Re: [PATCH v5 12/18] x86/sgx: Add EPC OOM path to forcefully reclaim EPC

From: "Huang, Kai" <kai.huang@intel.com>
To: "Christopherson,, Sean" <seanjc@google.com>,
	"haitao.huang@linux.intel.com" <haitao.huang@linux.intel.com>
Cc: "Zhang, Bo" <zhanb@microsoft.com>,
	"linux-sgx@vger.kernel.org" <linux-sgx@vger.kernel.org>,
	"cgroups@vger.kernel.org" <cgroups@vger.kernel.org>,
	"yangjie@microsoft.com" <yangjie@microsoft.com>,
	"dave.hansen@linux.intel.com" <dave.hansen@linux.intel.com>,
	"Li, Zhiquan1" <zhiquan1.li@intel.com>,
	"linux-kernel@vger.kernel.org" <linux-kernel@vger.kernel.org>,
	"mingo@redhat.com" <mingo@redhat.com>,
	"tglx@linutronix.de" <tglx@linutronix.de>,
	"tj@kernel.org" <tj@kernel.org>,
	"anakrish@microsoft.com" <anakrish@microsoft.com>,
	"jarkko@kernel.org" <jarkko@kernel.org>,
	"hpa@zytor.com" <hpa@zytor.com>,
	"mikko.ylinen@linux.intel.com" <mikko.ylinen@linux.intel.com>,
	"Mehta, Sohil" <sohil.mehta@intel.com>,
	"bp@alien8.de" <bp@alien8.de>, "x86@kernel.org" <x86@kernel.org>,
	"kristen@linux.intel.com" <kristen@linux.intel.com>
Subject: Re: [PATCH v5 12/18] x86/sgx: Add EPC OOM path to forcefully reclaim EPC
Date: Mon, 16 Oct 2023 10:57:36 +0000	[thread overview]
Message-ID: <aa404549c7e292dd2ec93a5e6a8c9d6d880c06b3.camel@intel.com> (raw)
In-Reply-To: <op.2cpecbevwjvjmi@hhuan26-mobl.amr.corp.intel.com>

On Thu, 2023-10-12 at 08:27 -0500, Haitao Huang wrote:
> On Tue, 10 Oct 2023 19:51:17 -0500, Huang, Kai <kai.huang@intel.com> wrote:
> [...]
> > (btw, even you track VA/SECS pages in unreclaimable list, given they  
> > both have
> > 'enclave' as the owner,  do you still need SGX_EPC_OWNER_ENCL and
> > SGX_EPC_OWNER_PAGE ?)
> 
> Let me think about it, there might be also a way just track encl objects  
> not unreclaimable pages.
> 
> I still not get why we need kill the VM not just remove just enough pages.  
> Is it due to the static allocation not able to reclaim?

We can choose to "just remove enough EPC pages".  The VM may or may not be
killed when it wants the EPC pages back, depending on whether the current EPC
cgroup can provide enough EPC pages or not.  And this depends on how we
implement the cgroup algorithm to reclaim EPC pages.

One problem could be: for a EPC cgroup only has SGX VMs, you may end up with
moving EPC pages from one VM to another and then vice versa endlessly, because
you never really actually mark any VM to be dead just like OOM does to the
normal enclaves.

From this point, you still need a way to kill a VM, IIUC.

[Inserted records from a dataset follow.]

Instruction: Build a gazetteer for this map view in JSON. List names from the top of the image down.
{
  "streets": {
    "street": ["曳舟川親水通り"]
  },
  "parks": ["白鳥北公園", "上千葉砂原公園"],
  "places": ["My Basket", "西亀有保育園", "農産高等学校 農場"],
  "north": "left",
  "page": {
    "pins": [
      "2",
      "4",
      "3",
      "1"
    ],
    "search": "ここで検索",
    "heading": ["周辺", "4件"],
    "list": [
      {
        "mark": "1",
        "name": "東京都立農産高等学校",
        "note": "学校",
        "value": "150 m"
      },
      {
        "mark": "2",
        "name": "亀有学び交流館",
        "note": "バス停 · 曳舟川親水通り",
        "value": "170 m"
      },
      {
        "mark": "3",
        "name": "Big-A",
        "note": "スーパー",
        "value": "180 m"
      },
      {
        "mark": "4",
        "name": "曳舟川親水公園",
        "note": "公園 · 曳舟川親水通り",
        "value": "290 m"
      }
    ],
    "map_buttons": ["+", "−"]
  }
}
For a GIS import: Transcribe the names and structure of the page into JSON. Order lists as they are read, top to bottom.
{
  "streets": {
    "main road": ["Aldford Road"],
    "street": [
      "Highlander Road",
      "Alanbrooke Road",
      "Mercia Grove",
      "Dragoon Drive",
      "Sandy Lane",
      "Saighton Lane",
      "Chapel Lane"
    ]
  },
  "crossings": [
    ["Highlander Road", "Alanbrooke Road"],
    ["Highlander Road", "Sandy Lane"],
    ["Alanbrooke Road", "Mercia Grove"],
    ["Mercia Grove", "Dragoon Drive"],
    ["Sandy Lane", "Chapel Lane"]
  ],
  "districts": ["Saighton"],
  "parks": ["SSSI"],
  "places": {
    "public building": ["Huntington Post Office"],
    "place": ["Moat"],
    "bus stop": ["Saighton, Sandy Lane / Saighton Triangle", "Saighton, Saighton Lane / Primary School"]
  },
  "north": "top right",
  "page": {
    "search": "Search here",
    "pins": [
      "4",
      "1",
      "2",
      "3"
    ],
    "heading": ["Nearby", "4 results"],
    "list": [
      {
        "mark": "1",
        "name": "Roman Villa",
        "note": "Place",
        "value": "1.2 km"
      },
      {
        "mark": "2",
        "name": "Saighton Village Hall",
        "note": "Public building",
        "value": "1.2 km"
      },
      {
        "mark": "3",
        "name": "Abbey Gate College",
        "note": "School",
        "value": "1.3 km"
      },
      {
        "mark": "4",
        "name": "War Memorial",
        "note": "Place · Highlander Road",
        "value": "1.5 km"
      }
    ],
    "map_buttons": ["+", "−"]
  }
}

I think the key point of virtual EPC vs cgroup, as quoted from Sean, should be
"having sane, well-defined behavior".

Does "just remove enough EPC pages" meet this?  If the problem mentioned above
can be avoided, I suppose so?  So if there's an easy way to achieve, I guess it
can be an option too.

But for the initial support, IMO we are not looking for a perfect but yet
complicated solution.  I would say, from review's point of view, it's preferred
to have a simple implementation to achieve a not-prefect, but consistent, well-
defined behaviour.

So to me looks killing the VM when cgroup cannot reclaim any more EPC pages is a
simple option.

But I might have missed something, especially since middle of last week I have
been having fever and headache :-)

So as mentioned above, you can try other alternatives, but please avoid
complicated ones.

Also, I guess it will be helpful if we can understand the typical SGX app and/or
SGX VM deployment under EPC cgroup use case.  This may help us on justifying why
the EPC cgroup algorithm to select victim is reasonable.